Man sollte einen vollen Becher (full) ums Feuer tragen und der, der das Gastmahl ausrichtete und der Anführer war, sollte den Becher und das gesamte Opferessen weihen. Zuerst sollte es den Odinsbecher (Óðins full) geben - den sollte man auf den Sieg und die Macht seines Königs trinken, dann den Njördbecher (Njarðar full) und den Freysbecher (Freys full) für gute Ernte und Frieden. Damals pflegten viele Leute, als nächstes den Gelöbnisbecher (bragafull) zu trinken. Die Menschen tranken auch Becher auf ihre Verwandten, die in Hügeln bestattet worden waren, und die wurden Gedächtnistrunk genannt."

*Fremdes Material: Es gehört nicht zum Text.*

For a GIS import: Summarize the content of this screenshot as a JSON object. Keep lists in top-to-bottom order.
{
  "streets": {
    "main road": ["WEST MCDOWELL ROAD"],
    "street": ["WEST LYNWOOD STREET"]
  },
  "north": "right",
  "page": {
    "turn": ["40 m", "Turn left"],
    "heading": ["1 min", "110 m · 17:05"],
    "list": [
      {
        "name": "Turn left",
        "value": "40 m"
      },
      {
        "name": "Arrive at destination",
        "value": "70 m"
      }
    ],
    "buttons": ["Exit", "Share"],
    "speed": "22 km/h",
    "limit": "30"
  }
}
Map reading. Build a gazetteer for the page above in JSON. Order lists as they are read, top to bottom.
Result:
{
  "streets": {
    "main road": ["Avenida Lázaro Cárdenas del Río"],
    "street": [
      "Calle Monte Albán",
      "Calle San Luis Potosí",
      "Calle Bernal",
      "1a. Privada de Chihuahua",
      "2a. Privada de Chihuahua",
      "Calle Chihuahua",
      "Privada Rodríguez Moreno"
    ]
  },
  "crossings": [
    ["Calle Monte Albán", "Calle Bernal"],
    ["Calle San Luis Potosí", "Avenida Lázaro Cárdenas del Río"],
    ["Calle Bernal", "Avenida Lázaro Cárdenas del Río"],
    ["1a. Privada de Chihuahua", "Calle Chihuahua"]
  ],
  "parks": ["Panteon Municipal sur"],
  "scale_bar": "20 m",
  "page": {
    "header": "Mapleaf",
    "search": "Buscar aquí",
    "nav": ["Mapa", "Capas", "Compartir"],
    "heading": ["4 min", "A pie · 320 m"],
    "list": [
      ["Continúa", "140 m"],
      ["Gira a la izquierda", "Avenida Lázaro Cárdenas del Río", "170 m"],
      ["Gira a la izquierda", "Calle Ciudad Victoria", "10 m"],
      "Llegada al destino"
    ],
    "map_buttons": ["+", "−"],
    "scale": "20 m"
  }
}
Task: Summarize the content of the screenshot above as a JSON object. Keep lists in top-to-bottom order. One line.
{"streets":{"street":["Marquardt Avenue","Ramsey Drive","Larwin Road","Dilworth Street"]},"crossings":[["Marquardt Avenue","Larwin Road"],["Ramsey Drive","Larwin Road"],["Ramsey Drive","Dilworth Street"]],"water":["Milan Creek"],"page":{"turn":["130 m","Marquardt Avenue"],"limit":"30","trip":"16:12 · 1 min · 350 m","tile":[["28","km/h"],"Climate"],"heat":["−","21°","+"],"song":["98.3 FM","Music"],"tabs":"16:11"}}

Der Begriff bragafull, hier als "Gelöbnisbecher" übersetzt, wird in der ebenfalls zur Heimskringla gehörenden Ynglinga saga näher erläuert:
"Zu dieser Zeit war es Brauch, wenn ein Erbmahl nach dem Tod von Königen oder Jarlen ausgerichtet werden sollte, dann sollte der, der es ausrichtete und zum Erben erklärt werden sollte, auf der Stufe vor dem Hochsitz sitzen, solange, bis ein Becher hereingetragen wurde, der Gelöbnisbecher (bragafull) genannt wurde. Jener sollte zum Empfang des Gelöbnisbechers aufstehen, ein Gelübde ablegen und anschließend den Becher austrinken. Dann sollte er auf den Hochsitz geleitet werden, der seinem Vater gehört hatte. Damit hatte er das gesamte Erbe des Toten angetreten."
Inwieweit die obige Schilderung des Opferfestes an sich als authentisch angesehen werden kann, ist zweifelhaft, doch die Beschreibung der Trinksitten selbst kann durchaus zutreffend sein. Schwüre beim Trinkgelage werden in zahlreichen Quellen erwähnt, besonders dann, wenn es sich um eine Totenfeier handelt, in deren Rahmen der Sohn das Erbe des Vaters antritt. Eine sehr amüsante Darstellung eines solchen Erbmahls, bei dem sich die Anwesenden mit ihren Versprechungen gegenseitig zu übertreffen versuchen, enthält etwa die Saga der Jomswikinger (Jómsvíkinga saga). Dass Totenfeiern in der Regel mit Trinkgelagen verbunden waren, ist sicher - im Schwedischen heißen solche Zusammenkünfte noch heute gravöl, "Grabbier".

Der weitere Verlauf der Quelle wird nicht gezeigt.